AWSとリコー、AIソリューションの連携強化
アマゾン ウェブ サービス ジャパン(AWSジャパン)とリコーが、AI関連ソリューションの創出に向けた連携を一段と強化しました。この取り組みは、リコーが目指すデジタルサービス革命に寄与し、顧客の業務効率化や生産性向上を目的としています。
連携の背景と目的
リコーはデジタルサービス会社への脱皮を進める中で、AWSの先進的なAI技術を活用しています。今回の連携強化は、さまざまな分野で共通のプラットフォーム「RICOH Smart Integration(RSI)」を中心に進められます。このプラットフォームは、アプリケーションのグローバルな展開を可能にし、顧客接点データの収集・分析を通じて顧客への価値提供を向上させることを目的としています。
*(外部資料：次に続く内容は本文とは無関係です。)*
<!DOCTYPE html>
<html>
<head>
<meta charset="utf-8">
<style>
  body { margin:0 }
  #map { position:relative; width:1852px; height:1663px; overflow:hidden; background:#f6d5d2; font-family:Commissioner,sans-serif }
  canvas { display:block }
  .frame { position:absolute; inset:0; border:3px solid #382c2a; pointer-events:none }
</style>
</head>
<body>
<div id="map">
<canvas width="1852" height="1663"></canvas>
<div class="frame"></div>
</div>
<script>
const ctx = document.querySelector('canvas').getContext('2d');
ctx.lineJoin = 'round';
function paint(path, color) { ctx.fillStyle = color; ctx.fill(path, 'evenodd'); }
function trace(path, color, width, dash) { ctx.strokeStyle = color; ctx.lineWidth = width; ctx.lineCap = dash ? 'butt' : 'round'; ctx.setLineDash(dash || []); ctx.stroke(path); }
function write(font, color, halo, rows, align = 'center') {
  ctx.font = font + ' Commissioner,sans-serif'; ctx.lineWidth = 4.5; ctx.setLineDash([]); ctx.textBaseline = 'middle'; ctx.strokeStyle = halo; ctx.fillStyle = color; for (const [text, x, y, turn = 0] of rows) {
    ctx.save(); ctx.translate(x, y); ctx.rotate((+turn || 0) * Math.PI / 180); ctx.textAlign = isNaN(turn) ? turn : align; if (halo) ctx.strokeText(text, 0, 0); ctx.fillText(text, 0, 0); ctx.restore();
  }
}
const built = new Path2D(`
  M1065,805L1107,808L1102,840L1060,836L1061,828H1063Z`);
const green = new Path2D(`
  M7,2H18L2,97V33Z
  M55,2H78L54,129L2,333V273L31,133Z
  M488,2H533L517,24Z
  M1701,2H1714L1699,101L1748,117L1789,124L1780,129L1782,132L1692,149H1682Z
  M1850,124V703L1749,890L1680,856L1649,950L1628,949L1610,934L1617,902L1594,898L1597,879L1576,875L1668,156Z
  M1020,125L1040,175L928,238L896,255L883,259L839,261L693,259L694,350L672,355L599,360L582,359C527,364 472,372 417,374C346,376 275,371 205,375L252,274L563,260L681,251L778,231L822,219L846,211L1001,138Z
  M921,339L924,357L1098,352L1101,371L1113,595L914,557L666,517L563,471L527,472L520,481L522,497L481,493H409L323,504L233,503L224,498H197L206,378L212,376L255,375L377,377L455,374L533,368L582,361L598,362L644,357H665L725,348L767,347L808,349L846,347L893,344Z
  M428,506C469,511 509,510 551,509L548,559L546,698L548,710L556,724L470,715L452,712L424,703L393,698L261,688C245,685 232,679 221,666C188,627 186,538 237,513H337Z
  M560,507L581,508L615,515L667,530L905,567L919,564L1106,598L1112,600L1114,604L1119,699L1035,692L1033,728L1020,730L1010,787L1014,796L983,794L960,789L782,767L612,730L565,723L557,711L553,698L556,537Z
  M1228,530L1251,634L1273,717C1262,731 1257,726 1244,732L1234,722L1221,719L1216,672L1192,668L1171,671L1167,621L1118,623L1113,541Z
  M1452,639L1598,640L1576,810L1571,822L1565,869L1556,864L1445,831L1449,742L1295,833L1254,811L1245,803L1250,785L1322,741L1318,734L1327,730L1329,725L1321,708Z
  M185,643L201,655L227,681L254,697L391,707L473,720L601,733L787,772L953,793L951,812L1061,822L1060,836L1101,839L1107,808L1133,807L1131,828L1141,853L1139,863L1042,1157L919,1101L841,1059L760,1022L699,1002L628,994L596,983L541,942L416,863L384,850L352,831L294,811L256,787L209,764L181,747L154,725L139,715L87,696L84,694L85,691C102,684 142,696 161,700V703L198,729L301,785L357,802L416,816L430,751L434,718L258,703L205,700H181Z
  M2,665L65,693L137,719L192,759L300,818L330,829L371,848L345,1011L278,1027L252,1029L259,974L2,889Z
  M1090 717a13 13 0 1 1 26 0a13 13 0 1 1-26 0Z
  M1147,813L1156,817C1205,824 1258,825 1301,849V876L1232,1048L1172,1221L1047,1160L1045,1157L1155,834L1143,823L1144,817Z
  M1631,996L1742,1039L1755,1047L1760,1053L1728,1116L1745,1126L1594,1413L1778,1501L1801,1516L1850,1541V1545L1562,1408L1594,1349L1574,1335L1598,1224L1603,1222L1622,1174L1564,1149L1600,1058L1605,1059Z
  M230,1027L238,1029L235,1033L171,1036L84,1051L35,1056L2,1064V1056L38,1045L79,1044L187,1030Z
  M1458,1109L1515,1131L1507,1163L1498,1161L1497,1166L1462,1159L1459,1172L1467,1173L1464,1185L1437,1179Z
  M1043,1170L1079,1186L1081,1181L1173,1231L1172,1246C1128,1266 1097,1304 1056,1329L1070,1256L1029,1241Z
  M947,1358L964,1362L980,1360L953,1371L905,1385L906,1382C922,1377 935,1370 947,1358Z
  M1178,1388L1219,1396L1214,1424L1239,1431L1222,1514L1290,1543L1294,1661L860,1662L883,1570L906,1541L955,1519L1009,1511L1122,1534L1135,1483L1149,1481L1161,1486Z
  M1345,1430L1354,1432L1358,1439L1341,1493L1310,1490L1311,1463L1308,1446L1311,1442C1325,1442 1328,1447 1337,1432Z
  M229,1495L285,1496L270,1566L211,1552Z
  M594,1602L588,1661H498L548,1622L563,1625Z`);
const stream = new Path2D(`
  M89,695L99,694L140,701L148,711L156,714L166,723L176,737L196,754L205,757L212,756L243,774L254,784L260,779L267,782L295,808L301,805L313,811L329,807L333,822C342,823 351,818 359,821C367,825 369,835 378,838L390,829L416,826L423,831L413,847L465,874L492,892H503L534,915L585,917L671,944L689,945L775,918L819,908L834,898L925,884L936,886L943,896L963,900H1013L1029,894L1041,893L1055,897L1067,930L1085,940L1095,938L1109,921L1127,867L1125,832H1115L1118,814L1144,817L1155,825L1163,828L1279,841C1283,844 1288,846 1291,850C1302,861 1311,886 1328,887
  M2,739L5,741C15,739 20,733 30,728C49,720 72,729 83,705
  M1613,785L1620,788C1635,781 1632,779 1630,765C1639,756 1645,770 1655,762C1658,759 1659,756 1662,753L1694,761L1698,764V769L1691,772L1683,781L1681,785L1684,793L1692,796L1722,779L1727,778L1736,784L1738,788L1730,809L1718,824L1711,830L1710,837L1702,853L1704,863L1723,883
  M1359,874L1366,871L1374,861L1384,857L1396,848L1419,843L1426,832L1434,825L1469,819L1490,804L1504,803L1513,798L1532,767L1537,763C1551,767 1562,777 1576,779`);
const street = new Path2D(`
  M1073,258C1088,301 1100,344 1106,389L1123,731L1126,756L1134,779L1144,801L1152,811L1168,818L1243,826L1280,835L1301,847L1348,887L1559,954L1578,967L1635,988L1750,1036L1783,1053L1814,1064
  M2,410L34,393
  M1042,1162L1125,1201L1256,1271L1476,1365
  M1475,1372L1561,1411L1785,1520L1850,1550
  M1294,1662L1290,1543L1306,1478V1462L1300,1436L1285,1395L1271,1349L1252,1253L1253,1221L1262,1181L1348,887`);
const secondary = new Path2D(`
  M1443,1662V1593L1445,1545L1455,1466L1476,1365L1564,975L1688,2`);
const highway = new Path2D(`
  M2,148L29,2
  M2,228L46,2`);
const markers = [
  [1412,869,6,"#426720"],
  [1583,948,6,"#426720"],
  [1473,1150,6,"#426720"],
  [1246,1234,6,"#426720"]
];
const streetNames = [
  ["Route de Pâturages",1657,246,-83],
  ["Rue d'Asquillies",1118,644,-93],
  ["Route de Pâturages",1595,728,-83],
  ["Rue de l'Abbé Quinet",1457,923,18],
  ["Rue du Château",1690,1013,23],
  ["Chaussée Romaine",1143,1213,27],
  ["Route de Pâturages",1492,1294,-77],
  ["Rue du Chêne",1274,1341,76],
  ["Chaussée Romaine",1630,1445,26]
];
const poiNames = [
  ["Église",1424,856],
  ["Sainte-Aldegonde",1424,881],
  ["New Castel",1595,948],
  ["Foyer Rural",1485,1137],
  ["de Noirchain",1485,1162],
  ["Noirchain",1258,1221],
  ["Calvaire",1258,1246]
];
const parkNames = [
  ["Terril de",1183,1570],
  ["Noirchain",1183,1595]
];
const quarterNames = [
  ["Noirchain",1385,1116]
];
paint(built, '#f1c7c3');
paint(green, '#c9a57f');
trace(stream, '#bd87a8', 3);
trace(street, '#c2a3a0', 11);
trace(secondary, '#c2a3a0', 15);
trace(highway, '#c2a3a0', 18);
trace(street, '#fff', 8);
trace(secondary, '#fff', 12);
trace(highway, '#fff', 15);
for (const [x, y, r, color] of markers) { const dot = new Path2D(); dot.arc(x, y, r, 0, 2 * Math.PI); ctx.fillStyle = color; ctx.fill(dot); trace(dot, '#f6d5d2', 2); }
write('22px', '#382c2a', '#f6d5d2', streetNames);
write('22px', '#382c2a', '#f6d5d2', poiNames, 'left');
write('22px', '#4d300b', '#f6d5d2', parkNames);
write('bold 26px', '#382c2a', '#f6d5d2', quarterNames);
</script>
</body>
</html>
特にAI分野においては、リコーは生成AI技術を活用し、迅速かつ精度の高いソリューションの提供を目指しています。AIを基盤としたリコー独自の学習モデル(LLM)の研究開発が進められ、顧客のニーズに応じたカスタムソリューションが期待されています。
リコーのAI開発の取り組み
リコーは、80年代からAIの開発に着手し、2015年以降は画像認識や自然言語処理技術の深層学習AIの開発に注力しています。2021年からは顧客の声を分析し、業務の効率化や顧客対応に活かす「仕事のAI」を提供開始しました。労働人口の減少や高齢化が進む中で、AI技術を用いた生産性向上が企業成長には不可欠だと位置づけています。
最近では、AWSが提供するLLM開発支援プログラムを活用し、60億パラメータの日本語に対応したモデルを2023年3月に発表しました。2024年には700億パラメータのモデルを予定しており、より高い性能を持たせることが目標です。この開発においては、コスト削減とエネルギー効率の改善にも成功しています。
業務基盤のクラウドへの移行
リコーは、社内の共通業務基盤をAWSへ移行させることで、運用コストの大幅削減を実現しています。2020年から2022年にかけて行ったプロジェクトでは、基幹システムの80%以上がクラウドに移行され、安全性や快適性も高まっています。
さらにデータ活用を進めるため、リコージャパンではAmazon RedshiftとAmazon QuickSightを導入し、全社員の3分の2がデータ活用を行う環境を構築しました。
デジタル人材の育成
リコーは、デジタル人材の育成にも力を入れています。ビジネスアーキテクトやデータサイエンティストの育成を重視し、2024年度には4,000人の育成目標を達成しました。また、AWSのトレーニングプログラムを活用することで、さらに専門的な知識を持ったスタッフを育成することを目指しています。
結論
リコーとAWSとの連携強化は、AI技術の活用を通じて顧客のニーズに迅速に対応し、ビジネスの成長をサポートすることを目的としています。両社の協力によって、新たなデジタルサービスの開発が加速されるでしょう。今後の展開に注目です。